After all, what is the purpose of even having elections in the Mat-Su, when the truly important decisions (like the budget) will be made by people from Juneau and Anchorage, and your role as a legislator is simply to rubberstamp the outcome? I spent twelve years wearing the army uniform, and never once did I have to demonstrate such blind obedience as our incumbent legislators have grown accustomed to, certainly not as a military officer. It is a corrupt and failed political arrangement. If our Republican legislators had been men and women of courage, they would have jettisoned it long before now.
When a caucus demands greater allegiance than a legislator’s own constituents, it has defeated the very purpose of representative government. Those who have spent nearly ten years supporting such an arrangement, as my opponent Rep. Keller has, have set aside the interests of the people they were elected to represent. As an elected representative, there is no excuse for that. And as a state, it is abundantly clear that we cannot afford it.

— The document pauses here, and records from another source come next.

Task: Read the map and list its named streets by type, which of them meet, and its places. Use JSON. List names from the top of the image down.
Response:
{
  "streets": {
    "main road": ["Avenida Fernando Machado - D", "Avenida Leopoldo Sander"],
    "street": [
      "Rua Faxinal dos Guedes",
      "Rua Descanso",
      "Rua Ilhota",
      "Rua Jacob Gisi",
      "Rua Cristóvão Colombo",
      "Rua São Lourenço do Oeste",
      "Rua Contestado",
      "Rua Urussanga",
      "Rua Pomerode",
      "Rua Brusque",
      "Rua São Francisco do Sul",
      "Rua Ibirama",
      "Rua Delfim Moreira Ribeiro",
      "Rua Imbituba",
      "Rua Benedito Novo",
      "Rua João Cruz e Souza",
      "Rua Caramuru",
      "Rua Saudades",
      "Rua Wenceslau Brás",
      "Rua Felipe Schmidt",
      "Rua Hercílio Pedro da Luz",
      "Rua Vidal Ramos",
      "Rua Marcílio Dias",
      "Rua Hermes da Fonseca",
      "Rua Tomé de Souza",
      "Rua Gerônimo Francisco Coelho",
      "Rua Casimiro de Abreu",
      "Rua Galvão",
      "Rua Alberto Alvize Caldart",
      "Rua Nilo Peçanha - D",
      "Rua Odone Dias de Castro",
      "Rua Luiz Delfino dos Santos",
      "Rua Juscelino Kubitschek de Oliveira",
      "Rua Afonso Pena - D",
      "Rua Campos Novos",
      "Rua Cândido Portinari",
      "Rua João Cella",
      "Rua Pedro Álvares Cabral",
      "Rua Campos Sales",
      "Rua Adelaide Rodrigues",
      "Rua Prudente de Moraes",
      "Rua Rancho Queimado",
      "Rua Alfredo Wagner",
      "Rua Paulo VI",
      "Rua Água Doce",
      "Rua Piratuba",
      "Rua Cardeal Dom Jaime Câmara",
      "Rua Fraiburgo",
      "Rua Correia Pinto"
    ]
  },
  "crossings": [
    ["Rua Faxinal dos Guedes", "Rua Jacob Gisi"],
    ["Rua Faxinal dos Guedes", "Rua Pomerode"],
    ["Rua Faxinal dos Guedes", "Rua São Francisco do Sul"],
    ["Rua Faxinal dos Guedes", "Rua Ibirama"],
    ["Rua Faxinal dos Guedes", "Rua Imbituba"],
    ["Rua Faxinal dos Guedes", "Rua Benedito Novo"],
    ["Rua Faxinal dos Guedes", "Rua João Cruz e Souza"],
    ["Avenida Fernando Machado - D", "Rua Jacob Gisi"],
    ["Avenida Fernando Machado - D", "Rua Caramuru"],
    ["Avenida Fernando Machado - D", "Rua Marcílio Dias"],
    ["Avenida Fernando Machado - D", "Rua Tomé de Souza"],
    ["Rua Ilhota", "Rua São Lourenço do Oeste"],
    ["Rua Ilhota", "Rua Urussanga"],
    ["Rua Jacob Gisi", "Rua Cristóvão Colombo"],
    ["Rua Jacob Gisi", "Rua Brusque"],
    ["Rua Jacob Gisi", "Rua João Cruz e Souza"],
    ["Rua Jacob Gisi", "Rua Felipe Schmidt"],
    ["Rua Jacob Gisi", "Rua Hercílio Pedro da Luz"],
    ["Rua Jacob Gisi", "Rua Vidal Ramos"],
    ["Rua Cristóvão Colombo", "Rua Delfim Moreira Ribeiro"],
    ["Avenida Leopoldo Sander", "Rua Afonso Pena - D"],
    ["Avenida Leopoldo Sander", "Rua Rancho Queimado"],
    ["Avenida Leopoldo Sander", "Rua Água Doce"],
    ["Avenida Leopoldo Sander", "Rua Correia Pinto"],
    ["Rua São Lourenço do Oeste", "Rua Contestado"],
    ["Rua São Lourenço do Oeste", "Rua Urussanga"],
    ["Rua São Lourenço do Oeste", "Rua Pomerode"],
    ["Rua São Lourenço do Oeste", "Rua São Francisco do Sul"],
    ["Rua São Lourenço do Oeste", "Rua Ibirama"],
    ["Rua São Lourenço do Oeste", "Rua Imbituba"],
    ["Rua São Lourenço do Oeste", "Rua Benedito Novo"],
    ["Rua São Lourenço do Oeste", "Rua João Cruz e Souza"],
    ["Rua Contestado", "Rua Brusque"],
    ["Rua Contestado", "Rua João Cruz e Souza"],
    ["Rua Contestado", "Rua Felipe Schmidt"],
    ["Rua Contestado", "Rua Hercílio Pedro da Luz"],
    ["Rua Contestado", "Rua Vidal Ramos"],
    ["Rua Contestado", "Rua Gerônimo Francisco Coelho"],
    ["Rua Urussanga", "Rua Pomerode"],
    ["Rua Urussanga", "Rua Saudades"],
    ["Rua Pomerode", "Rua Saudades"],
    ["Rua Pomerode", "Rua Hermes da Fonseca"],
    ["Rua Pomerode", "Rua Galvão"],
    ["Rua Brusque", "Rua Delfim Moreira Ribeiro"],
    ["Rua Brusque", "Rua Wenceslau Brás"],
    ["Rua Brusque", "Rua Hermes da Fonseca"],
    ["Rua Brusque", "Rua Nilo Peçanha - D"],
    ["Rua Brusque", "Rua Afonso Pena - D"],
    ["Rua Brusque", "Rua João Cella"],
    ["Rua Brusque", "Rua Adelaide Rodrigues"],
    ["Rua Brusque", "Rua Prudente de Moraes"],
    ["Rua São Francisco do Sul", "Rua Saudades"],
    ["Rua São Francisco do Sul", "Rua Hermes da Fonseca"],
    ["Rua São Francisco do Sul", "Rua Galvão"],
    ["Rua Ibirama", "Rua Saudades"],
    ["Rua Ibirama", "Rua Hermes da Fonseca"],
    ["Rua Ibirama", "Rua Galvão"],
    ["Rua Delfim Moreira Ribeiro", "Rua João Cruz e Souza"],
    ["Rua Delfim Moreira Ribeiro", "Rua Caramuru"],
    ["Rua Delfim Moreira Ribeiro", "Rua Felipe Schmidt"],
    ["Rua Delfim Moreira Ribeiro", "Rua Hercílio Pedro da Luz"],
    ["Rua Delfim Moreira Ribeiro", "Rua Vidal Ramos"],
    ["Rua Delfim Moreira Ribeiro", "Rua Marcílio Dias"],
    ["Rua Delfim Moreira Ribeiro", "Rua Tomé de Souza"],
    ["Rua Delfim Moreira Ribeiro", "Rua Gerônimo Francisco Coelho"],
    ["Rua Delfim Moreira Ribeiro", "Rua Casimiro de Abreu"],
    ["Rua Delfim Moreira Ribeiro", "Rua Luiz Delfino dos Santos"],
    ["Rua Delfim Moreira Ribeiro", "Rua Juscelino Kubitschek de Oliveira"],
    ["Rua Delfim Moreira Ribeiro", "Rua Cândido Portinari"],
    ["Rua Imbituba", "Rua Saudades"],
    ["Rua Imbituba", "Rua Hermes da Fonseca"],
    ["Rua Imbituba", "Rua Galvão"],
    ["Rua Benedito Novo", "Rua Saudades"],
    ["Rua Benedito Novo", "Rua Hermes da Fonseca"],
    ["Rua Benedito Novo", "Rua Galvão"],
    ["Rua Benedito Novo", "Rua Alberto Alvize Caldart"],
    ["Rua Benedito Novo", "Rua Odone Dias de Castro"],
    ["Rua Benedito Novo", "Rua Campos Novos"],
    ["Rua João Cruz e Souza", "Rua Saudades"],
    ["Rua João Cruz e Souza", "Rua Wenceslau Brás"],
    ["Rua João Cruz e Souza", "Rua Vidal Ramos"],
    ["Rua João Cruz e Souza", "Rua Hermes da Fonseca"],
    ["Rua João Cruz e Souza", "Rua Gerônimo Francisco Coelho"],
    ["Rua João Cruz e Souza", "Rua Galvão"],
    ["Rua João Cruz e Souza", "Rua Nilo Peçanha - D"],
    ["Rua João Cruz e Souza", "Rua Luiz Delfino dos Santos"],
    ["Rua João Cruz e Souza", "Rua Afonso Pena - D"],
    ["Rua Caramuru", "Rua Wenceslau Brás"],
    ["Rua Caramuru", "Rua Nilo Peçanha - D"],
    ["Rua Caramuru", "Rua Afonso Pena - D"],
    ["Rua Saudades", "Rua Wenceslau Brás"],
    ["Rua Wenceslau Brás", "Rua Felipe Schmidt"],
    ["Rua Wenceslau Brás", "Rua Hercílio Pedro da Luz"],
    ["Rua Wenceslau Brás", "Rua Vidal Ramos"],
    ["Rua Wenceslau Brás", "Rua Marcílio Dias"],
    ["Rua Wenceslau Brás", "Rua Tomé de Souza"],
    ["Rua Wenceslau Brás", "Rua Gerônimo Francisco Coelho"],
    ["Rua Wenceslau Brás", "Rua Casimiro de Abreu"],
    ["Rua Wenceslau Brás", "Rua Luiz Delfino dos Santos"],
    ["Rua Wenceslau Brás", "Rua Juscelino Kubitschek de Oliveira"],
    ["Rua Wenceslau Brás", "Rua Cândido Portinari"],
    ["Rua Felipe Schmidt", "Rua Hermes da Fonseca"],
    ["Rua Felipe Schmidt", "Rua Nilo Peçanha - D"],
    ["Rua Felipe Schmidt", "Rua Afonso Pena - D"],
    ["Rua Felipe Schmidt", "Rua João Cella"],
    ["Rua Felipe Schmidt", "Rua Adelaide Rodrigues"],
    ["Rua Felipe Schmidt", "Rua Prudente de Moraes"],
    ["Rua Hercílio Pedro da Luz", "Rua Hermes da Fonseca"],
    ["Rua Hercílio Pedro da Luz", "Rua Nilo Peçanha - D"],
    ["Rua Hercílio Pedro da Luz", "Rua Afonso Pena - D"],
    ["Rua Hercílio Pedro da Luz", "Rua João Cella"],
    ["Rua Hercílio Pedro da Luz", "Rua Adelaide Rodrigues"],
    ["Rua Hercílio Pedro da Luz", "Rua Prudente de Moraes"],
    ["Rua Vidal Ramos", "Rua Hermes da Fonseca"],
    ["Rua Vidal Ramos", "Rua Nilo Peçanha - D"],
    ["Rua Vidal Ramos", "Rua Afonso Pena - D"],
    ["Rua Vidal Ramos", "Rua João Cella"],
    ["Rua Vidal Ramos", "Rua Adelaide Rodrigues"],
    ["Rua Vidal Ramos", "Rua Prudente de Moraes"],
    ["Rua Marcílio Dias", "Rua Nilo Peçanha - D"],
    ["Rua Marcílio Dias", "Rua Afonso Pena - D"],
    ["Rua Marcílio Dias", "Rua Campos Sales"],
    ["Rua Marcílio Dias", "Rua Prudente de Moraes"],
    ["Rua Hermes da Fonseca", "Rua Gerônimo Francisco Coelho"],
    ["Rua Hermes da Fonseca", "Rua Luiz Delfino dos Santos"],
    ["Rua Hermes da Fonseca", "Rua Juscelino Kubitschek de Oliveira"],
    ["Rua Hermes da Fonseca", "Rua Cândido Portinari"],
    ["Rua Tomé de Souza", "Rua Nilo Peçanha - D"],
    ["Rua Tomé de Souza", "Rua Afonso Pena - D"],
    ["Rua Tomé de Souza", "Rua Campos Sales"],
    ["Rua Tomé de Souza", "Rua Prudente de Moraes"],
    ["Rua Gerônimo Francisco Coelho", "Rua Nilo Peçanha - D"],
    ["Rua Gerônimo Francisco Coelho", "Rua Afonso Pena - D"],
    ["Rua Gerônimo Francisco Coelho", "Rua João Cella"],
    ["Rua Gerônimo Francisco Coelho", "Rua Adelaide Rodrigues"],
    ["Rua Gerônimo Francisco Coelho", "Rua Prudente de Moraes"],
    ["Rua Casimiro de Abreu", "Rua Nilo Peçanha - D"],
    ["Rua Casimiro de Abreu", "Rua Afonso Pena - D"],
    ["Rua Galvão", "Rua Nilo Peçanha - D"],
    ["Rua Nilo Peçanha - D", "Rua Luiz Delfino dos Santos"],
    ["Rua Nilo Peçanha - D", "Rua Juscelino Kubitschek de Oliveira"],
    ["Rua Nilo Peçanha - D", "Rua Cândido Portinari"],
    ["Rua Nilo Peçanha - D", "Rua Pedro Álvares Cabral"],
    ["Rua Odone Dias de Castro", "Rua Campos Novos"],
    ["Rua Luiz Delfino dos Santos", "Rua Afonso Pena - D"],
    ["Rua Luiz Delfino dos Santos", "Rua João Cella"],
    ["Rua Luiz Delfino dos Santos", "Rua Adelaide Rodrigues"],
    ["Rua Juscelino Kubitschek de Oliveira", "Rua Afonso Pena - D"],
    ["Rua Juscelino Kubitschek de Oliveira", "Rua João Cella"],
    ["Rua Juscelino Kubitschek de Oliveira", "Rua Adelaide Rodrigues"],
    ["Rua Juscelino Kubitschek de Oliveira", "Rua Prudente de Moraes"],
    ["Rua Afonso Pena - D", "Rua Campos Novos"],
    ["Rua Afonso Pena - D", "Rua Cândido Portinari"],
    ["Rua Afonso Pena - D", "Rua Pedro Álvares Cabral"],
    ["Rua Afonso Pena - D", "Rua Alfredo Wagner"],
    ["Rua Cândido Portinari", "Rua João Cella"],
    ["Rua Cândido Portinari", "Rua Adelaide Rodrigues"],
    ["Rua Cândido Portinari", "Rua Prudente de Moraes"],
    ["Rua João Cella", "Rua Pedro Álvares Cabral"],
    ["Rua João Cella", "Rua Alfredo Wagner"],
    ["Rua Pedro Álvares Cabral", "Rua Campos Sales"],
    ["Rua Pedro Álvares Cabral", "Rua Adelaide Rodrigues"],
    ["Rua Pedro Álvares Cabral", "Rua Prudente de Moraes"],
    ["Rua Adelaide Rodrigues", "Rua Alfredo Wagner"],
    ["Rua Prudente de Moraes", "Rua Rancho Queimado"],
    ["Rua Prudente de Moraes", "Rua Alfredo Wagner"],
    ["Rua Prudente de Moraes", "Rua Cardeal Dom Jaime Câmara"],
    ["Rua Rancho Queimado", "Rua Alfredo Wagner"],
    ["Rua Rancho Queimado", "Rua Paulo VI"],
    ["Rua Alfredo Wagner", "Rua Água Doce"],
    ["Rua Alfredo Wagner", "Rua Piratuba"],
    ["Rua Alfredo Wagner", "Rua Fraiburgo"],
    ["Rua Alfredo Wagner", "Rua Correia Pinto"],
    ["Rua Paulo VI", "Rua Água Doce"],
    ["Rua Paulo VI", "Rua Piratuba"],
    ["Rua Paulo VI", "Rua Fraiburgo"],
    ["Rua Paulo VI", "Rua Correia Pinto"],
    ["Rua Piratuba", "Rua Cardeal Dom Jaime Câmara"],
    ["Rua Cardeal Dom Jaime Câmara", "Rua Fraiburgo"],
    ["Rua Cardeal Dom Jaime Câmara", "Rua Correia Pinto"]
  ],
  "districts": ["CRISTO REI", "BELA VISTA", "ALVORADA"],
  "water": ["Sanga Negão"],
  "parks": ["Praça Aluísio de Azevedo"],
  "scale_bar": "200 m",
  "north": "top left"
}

Alaska doesn’t need a Hunger Games. It needs representatives who will transparently put the interests of their constituents above their own. To her credit, Rep. Reinbold has stood firm these past two years. I hope to see her still standing firm two years from now. And there will be others standing with her. I hope to be one of them, and other candidates I’ve spoken with have echoed the same. The consequences this year are deadly serious. Either the caucus system (with its blank checks, closed-door meetings and out of control budgets) meets its end, or we will no longer be able to call it the permanent fund. After all, once the government gets its hands on it there won’t be anything permanent about it.